[
https://issues.apache.org/jira/browse/METRON-1120?page=com.atlassian.jira.plugin.system.issuetabpanels:comment-tabpanel&focusedCommentId=16133543#comment-16133543
]
ASF GitHub Bot commented on METRON-1120:
----------------------------------------
GitHub user nickwallen opened a pull request:
https://github.com/apache/metron/pull/708
Metron 1120
[METRON-1120](https://issues.apache.org/jira/browse/METRON-1120)
- [ ] This is built on top of METRON-1120 so this should not be committed
before METRON-1120.
The `groupBy` expression can now reference any of these variables.
* `profile` The name of the profile.
* `entity` The name of the entity being profiled.

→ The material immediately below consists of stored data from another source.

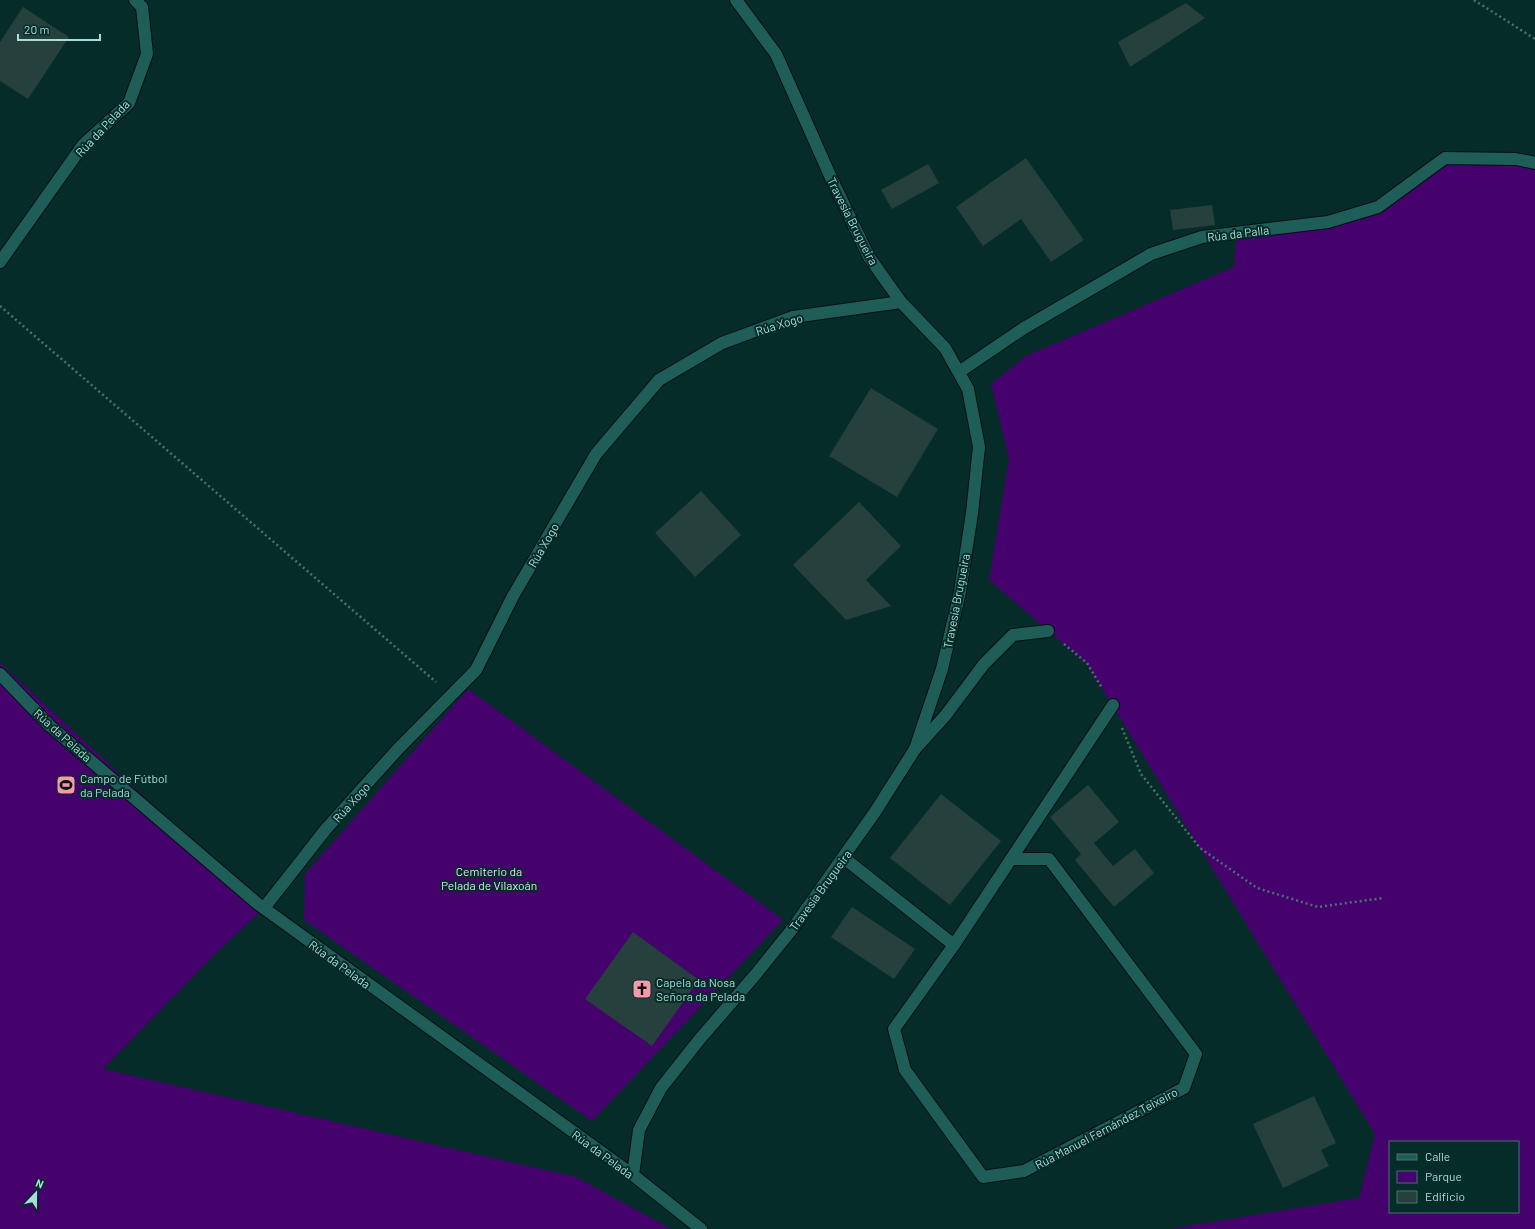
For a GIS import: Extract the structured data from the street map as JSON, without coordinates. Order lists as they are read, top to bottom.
{
  "streets": {
    "street": [
      "Rúa da Pelada",
      "Travesía Brugueira",
      "Rúa da Palla",
      "Rúa Xogo",
      "Rúa Manuel Fernández Teixeiro"
    ]
  },
  "crossings": [
    ["Rúa da Pelada", "Travesía Brugueira"],
    ["Rúa da Pelada", "Rúa Xogo"],
    ["Travesía Brugueira", "Rúa da Palla"],
    ["Travesía Brugueira", "Rúa Xogo"]
  ],
  "parks": ["Cemiterio da Pelada de Vilaxoán"],
  "places": {
    "sports": ["Campo de Fútbol da Pelada"],
    "church": ["Capela da Nosa Señora da Pelada"]
  },
  "legend": ["Calle", "Parque", "Edificio"],
  "scale_bar": "20 m",
  "north": "top"
}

* `start` The start time of the profile period in epoch milliseconds.
* `end` The end time of the profile period in epoch milliseconds.
* `duration` The duration of the profile period in milliseconds.

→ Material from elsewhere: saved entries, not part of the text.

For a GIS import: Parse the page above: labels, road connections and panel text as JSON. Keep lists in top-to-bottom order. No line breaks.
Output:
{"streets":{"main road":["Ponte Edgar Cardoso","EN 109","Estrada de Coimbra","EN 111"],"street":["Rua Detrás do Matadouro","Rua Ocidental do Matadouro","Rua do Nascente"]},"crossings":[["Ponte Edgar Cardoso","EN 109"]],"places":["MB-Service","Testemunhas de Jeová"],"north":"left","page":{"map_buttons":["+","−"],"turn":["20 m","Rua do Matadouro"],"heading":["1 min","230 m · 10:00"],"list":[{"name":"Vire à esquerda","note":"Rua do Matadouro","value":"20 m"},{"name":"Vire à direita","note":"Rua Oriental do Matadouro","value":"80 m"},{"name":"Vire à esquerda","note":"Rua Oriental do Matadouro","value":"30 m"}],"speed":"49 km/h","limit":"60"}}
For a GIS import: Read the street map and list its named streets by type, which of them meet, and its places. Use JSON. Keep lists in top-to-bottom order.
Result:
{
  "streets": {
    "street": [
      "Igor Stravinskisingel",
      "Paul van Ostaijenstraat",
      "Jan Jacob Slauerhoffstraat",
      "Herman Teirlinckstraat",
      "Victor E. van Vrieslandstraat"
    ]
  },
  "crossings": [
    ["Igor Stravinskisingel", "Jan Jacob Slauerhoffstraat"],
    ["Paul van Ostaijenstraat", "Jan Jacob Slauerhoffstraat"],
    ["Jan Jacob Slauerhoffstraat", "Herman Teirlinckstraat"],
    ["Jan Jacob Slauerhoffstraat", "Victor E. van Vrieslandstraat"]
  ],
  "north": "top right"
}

* `result` The result of executing the `result` expression.
Unit tests have been added to validate this functionality. The README has
also been updated to describe the fields available to the `groupBy` expression.
This can also be tested manually in either a live Profiler or using the
Profiler debugging functions.
The following shows how this change would be used to implement the
problematic profile described in.
Create a profile that references the start of the profile period in the
`groupBy` expression.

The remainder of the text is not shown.